■ TASK ■
Among the entries that follow, tally the lines with the string "controls". Give no more than the number.

(MATERIAL PROVIDED Opens)

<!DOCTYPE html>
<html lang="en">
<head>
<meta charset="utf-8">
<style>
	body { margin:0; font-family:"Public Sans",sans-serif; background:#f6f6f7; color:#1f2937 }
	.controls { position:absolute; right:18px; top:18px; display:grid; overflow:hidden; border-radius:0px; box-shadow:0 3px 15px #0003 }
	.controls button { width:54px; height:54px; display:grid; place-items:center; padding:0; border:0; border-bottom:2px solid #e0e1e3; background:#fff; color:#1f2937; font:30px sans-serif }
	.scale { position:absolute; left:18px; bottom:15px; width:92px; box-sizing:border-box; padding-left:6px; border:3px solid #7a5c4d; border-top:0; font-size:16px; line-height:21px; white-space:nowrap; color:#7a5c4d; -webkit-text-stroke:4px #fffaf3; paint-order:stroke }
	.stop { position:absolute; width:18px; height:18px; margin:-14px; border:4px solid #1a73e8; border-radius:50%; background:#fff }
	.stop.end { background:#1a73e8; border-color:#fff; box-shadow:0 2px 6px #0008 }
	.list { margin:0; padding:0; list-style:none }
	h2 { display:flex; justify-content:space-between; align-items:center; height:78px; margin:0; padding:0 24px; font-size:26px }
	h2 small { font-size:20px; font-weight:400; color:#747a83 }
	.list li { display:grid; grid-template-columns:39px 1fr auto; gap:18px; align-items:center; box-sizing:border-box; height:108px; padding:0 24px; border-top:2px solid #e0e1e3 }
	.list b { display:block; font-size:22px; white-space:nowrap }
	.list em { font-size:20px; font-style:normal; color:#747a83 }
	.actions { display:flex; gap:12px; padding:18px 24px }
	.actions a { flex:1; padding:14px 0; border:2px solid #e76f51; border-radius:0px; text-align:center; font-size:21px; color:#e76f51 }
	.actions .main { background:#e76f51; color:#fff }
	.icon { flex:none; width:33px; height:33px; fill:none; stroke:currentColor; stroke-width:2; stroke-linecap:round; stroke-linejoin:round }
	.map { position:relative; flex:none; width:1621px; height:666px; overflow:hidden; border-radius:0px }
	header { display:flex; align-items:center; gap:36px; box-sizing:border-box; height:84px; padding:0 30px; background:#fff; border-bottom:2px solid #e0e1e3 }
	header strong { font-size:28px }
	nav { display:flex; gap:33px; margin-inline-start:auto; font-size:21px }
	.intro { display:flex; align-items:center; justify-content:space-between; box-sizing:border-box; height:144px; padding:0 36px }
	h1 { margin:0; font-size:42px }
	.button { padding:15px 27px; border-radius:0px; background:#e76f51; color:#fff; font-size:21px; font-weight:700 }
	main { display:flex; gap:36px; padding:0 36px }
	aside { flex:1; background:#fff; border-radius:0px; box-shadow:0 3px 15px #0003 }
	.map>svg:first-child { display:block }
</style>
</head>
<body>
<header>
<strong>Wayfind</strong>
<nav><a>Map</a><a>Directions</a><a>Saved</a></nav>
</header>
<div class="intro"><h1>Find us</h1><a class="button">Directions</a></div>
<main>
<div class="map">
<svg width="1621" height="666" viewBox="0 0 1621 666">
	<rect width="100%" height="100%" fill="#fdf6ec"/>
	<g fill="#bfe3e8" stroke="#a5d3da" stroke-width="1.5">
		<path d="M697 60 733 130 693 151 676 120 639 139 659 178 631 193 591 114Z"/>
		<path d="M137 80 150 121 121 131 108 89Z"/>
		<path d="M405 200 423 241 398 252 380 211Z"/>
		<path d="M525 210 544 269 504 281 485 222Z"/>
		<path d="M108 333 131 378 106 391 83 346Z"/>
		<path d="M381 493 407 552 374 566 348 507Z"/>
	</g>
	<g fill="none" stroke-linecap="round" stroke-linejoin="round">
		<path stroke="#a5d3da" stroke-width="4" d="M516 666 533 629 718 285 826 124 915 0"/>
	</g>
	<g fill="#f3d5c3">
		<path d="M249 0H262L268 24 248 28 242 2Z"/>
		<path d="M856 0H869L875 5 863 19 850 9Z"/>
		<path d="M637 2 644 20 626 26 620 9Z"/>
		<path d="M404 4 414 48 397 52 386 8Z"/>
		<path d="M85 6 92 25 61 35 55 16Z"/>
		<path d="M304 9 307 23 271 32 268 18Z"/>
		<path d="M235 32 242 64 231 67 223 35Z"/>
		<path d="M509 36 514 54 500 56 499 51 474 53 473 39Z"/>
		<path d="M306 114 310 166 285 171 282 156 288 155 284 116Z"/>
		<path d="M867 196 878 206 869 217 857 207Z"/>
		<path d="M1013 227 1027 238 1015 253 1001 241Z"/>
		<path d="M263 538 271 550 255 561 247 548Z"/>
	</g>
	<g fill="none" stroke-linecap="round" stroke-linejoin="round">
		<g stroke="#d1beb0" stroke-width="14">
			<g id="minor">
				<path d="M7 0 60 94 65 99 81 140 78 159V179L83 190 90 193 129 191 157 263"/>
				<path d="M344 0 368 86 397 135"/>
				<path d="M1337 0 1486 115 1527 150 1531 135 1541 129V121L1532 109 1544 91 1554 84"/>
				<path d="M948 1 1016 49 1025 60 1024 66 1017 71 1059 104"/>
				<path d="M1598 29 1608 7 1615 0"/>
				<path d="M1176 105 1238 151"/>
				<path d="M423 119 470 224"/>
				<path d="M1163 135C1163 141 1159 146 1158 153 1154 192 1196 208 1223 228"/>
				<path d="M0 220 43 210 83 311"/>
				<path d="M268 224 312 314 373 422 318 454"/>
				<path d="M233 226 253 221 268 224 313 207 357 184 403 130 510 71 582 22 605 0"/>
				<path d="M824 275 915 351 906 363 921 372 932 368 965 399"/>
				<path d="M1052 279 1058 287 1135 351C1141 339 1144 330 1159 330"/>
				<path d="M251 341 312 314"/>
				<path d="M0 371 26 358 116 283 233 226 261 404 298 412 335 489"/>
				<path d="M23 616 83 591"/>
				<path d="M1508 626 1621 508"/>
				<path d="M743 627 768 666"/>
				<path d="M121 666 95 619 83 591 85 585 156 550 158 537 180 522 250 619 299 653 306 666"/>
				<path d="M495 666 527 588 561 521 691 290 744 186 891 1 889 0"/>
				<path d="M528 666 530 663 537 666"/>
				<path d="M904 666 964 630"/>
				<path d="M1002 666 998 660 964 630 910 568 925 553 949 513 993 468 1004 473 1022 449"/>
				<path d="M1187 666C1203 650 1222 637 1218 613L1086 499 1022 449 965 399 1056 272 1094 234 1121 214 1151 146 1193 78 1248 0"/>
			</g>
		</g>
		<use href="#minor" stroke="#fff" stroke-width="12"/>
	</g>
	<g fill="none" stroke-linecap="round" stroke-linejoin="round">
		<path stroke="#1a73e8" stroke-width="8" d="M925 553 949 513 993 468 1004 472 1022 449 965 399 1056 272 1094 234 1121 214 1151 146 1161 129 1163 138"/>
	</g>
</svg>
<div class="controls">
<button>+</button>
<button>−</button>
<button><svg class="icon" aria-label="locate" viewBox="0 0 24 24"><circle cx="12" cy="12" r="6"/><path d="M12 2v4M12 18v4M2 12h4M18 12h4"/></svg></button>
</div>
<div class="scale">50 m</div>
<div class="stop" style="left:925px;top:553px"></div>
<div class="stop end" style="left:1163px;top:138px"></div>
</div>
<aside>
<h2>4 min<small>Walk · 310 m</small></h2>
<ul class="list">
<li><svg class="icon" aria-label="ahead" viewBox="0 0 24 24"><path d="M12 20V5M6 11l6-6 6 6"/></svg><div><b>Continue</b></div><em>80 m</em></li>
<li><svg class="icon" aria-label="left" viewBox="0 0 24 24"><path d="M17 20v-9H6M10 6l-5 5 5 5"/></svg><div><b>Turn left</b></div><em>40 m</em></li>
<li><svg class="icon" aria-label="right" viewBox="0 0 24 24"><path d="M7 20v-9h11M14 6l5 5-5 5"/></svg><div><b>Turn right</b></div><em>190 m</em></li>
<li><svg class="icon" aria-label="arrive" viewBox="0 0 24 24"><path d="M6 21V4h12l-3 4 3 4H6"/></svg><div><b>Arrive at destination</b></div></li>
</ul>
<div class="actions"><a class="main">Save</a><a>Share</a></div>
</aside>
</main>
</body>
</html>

(MATERIAL PROVIDED Closes)

■ EXERCISE RESULT ■
3